User talk:AshLin/Categorisation

From Wikipedia, the free encyclopedia

Hi AshLin! You wanted some comments, so I'll tell you my thoughts.

Firstly, about the categories. Categories to family are useful. However, I don't think that creating categories beyond this taxonomic level are a good idea (species categories are particularly unhelpful in my opinion, as only one species will belong to it, in general). I don't think that creating genus categories will be a good thing, as it doesn't really make exploration easier. You will end up creating endless numbers of categories, which won't make things seem very user-friendly (which is one of the purposes of categories). Lists are probably much better adapted when you go beyond the family level (see Wikipedia:Categories, lists, and series boxes for more information on how and when to use each grouping system).

The other problem with creating extensively detailed categories is that articles will end up having a huge number of categories, which is not a good idea (to quote the above page, "categories become less effective the more there are on a given article").

In the case of a genus grouping, lists would probably turn out much more advantageous for a number of reasons : red links (ie. non existant articles) can be added to lists, not to categories; Lists can be annotated (not categories); lists are more accessible and easy to edit for newbies (newbies have hard time understanding how categories work); categories cannot include alternative names (common names, etc.).

If you decide to use a list for genera, you can put that list in the category of the family it belongs to, so that people browsing that category can easily find the list of genera. The articles for species should then be in the category for the family with a link to the genus list. The taxoboxes allow easy navigation from family to genus to species; I doubt that using categories will make it easier to navigate the data.

To take your List of Butterflies of India (Papilionidae) as an example, I don't think that making categories will make exploration easier. Simply visiting the page and checking out the genera is sufficiently easy. As for other butterflies that don't yet have such a page, creating a list of genera for the different families is one possibility, or even simply adding them into the taxoboxes.

Besides, there are to date no existing categories for genera, which seems to indicate that people in the past have prefered different grouping methods.

One last thing about categories: if you look at the WikiProject Tree of Life, you can read this : "Major groups should be given their own categories. When possible, these should use the common name in the plural. In general, only articles about major subgroups should be added, and more specific articles should be included in subcategories. However, when there are only a few articles about members of the group, they can all go directly into the main category. Use your judgement on when to split, aiming for an approximate category size of 10-50 articles."

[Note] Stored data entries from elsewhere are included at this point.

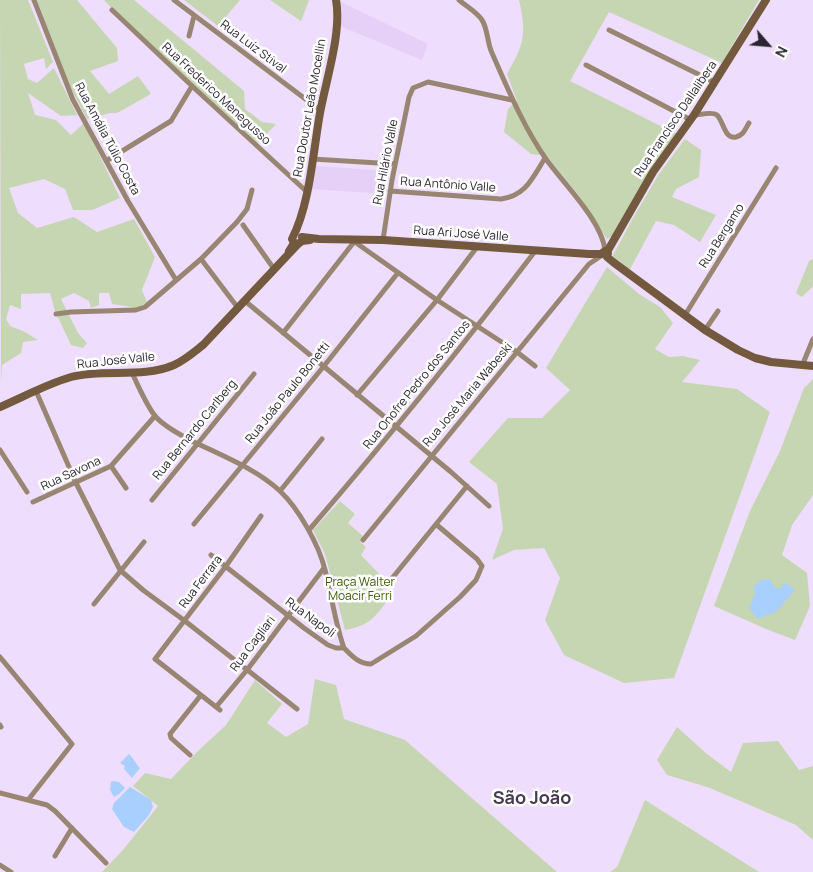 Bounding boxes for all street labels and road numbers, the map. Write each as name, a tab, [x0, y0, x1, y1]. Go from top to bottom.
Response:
street label: Rua Luíz Stival	[217, 18, 289, 76]
street label: Rua Doutor Leão Mocellin	[291, 38, 329, 178]
street label: Rua Frederico Menegusso	[159, 40, 273, 148]
street label: Rua Francisco Dallalibera	[632, 58, 720, 180]
street label: Rua Amália Túlio Costa	[71, 80, 143, 198]
street label: Rua Hilário Valle	[371, 118, 401, 206]
street label: Rua Antônio Valle	[400, 174, 496, 196]
street label: Rua Bergamo	[696, 201, 748, 271]
street label: Rua Ari José Valle	[413, 223, 509, 245]
street label: Rua Onofre Pedro dos Santos	[361, 318, 473, 452]
street label: Rua João Paulo Bonetti	[243, 340, 333, 446]
street label: Rua José Maria Wabeski	[420, 340, 516, 450]
street label: Rua José Valle	[76, 350, 156, 372]
street label: Rua Bernardo Carlberg	[150, 377, 240, 483]
street label: Rua Savona	[39, 454, 103, 494]
street label: Rua Ferrara	[176, 553, 226, 611]
street label: Rua Napoli	[282, 595, 338, 641]
street label: Rua Cagliari	[228, 614, 278, 674] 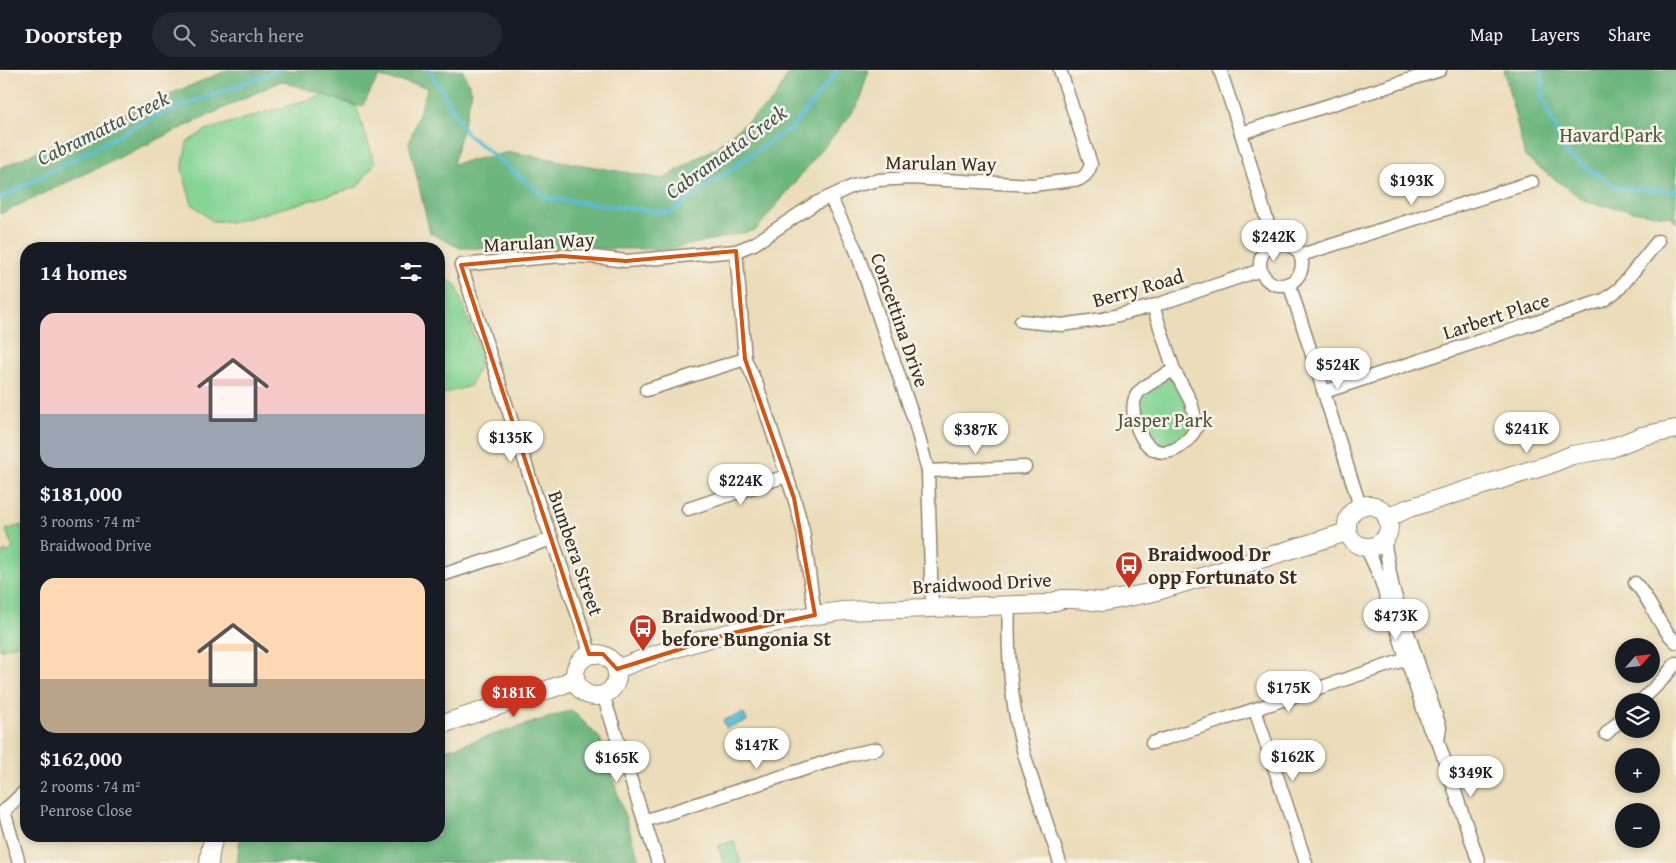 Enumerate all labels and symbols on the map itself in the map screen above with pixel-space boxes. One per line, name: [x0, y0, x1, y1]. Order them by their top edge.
water label: Cabramatta Creek: [32, 82, 174, 173]
water label: Cabramatta Creek: [659, 97, 793, 206]
park label: Havard Park: [1559, 120, 1663, 149]
street label: Marulan Way: [885, 147, 997, 178]
pin: $193K: [1377, 164, 1447, 206]
pin: $242K: [1239, 220, 1309, 262]
street label: Marulan Way: [483, 224, 595, 259]
street label: Concettina Drive: [864, 249, 937, 391]
street label: Berry Road: [1089, 261, 1187, 314]
street label: Larbert Place: [1439, 285, 1553, 346]
pin: $524K: [1303, 348, 1373, 390]
park label: Jasper Park: [1114, 405, 1213, 434]
pin: $387K: [941, 412, 1011, 455]
pin: $241K: [1492, 412, 1562, 454]
pin: $135K: [476, 420, 546, 463]
pin: $224K: [706, 464, 776, 506]
street label: Bumbera Street: [541, 486, 611, 619]
place label: Braidwood Dr opp Fortunato St: [1148, 539, 1297, 591]
bus stop icon: Braidwood Dr opp Fortunato St: [1114, 550, 1144, 589]
street label: Braidwood Drive: [912, 564, 1052, 601]
pin: $473K: [1361, 598, 1431, 641]
place label: Braidwood Dr before Bungonia St: [662, 601, 832, 653]
bus stop icon: Braidwood Dr before Bungonia St: [628, 613, 658, 652]
north arrow: [1615, 638, 1660, 682]
pin: $175K: [1254, 670, 1324, 713]
pin: $181K: [479, 676, 549, 718]
pin: $147K: [722, 728, 792, 770]
pin: $165K: [582, 740, 652, 783]
pin: $162K: [1258, 740, 1328, 782]
pin: $349K: [1436, 756, 1506, 798] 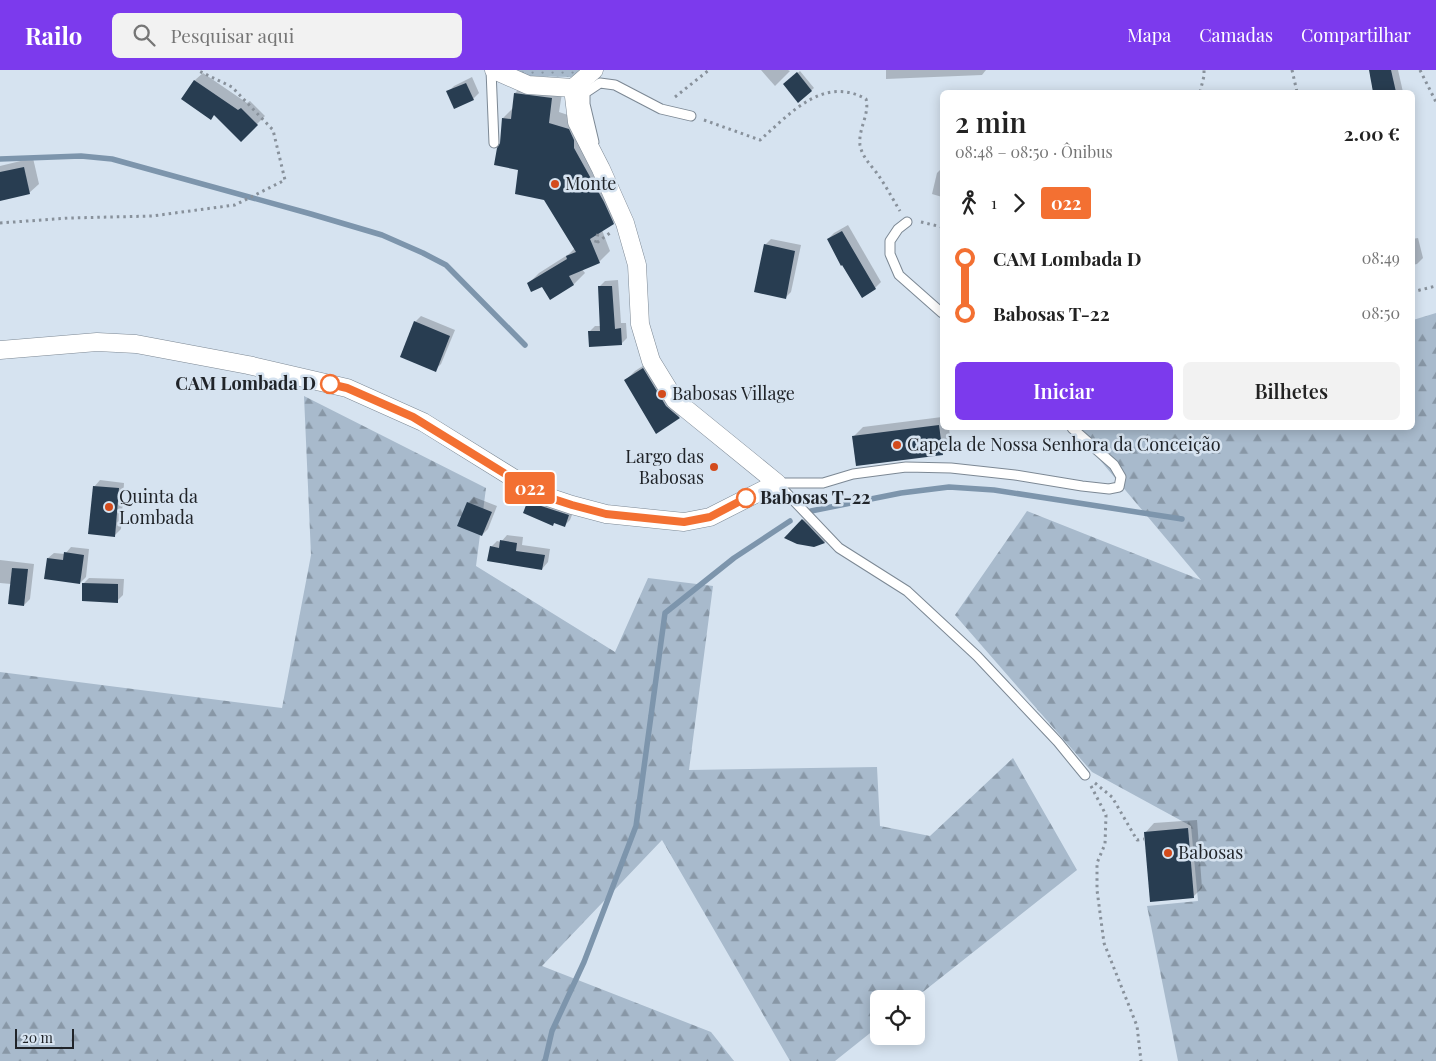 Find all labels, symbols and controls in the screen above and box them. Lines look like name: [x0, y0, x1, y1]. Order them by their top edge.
search box: [112, 13, 462, 58]
text: Railo: [25, 19, 82, 51]
icon: search: [130, 21, 158, 49]
text: Pesquisar aqui: [170, 22, 294, 48]
text: Mapa: [1127, 23, 1171, 47]
text: Camadas: [1199, 23, 1273, 47]
text: Compartilhar: [1301, 23, 1411, 47]
text: 2 min: [955, 103, 1027, 140]
text: 2.00 €: [1344, 120, 1400, 146]
text: 08:48 – 08:50 · Ônibus: [955, 141, 1113, 162]
place label: Monte: [565, 171, 616, 195]
marker: Monte: [549, 178, 561, 190]
icon: walk: [955, 189, 983, 217]
icon: forward: [1005, 189, 1033, 217]
text: 022: [1051, 191, 1081, 215]
text: 1: [991, 192, 997, 213]
text: CAM Lombada D: [993, 245, 1142, 271]
text: 08:49: [1362, 247, 1400, 268]
text: Babosas T-22: [993, 300, 1110, 326]
text: 08:50: [1362, 302, 1400, 323]
button: Iniciar: [955, 362, 1173, 420]
button: Bilhetes: [1183, 362, 1400, 420]
place label: CAM Lombada D: [175, 371, 316, 395]
marker: CAM Lombada D: [320, 374, 340, 394]
place label: Babosas Village: [672, 381, 795, 405]
marker: Babosas Village: [656, 388, 668, 400]
place label: Capela de Nossa Senhora da Conceição: [907, 432, 1221, 456]
marker: Capela de Nossa Senhora da Conceição: [891, 439, 903, 451]
place label: Largo das Babosas: [625, 444, 704, 489]
marker: Largo das Babosas: [708, 461, 720, 473]
line badge: 022: [501, 472, 559, 504]
text: 022: [515, 476, 545, 500]
place label: Quinta da Lombada: [119, 484, 198, 529]
place label: Babosas T-22: [760, 485, 871, 509]
marker: Babosas T-22: [736, 488, 756, 508]
marker: Quinta da Lombada: [103, 501, 115, 513]
place label: Babosas: [1178, 840, 1243, 864]
marker: Babosas: [1162, 847, 1174, 859]
map controls: [870, 990, 925, 1045]
button: locate: [870, 990, 925, 1045]
scale bar: [15, 1026, 74, 1049]
text: 20 m: [22, 1028, 53, 1047]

Next, why do you want the genus articles to be in the format "[scientific genus name] (genus)"? This is not usually how things are done (see List of Coccinellidae genera for example), but maybe you have a reason I don't know about! Also, I'm thinking that if you do that you will need to create redirects from the name of the genus. For example, if you create an article "Meandrusa (genus)", you will need to create a redirect from "Meandrusa". This seems to me like extra work and time from which you could spare yourself!

Anyway, these are only suggestions, I wouldn't want you to spend lots of time on something that could easily be avoided! And once again, I would like to propose my assistance if you decide to create a WikiProject Lepidoptera, which would help you put all these guidelines in one place and make reference easier for wikipedians interested in editing Lepidoptera-related articles. Take care. IronChris | (talk) 22:53, 23 April 2006 (UTC)

[edit] Pause

Hmmm, lots to think about. I was thinking about end state and not practicality to users at the working level en route to it. Its obvious that we'll have to have either/or for 'have genus groupings for categories' or 'restrict ctegories to max 50 pages'.

Let me play devil's advocate. Why restrict? Suppose we do have say 400/500 species in a category, so what? 'Butterfly stubs' works too.

Let me stop categorisation till we get this right. You're right. It is hard work and if its not useful, I dont want to do it. Thanks for the useful feedback.00:22, 24 April 2006 (UTC)

Another thought, it's obvious that our policy must look at 'Navigation and User Accessibility' as one issue rather than separate visions of categories, lists, boxes and redirects. You have been more on the right lines, I find. AshLin 00:40, 24 April 2006 (UTC)

[edit] Viren's thoughts 1

We will need both categories and lists.

That is not the issue though. What is, is whether these categories should be at genus level. Each genus has got some fetures. That will go into the genus articles.

"Categories should be on major topics that are likely to be useful to someone reading the article." Suggestive of a bottom up approach (depending on perception)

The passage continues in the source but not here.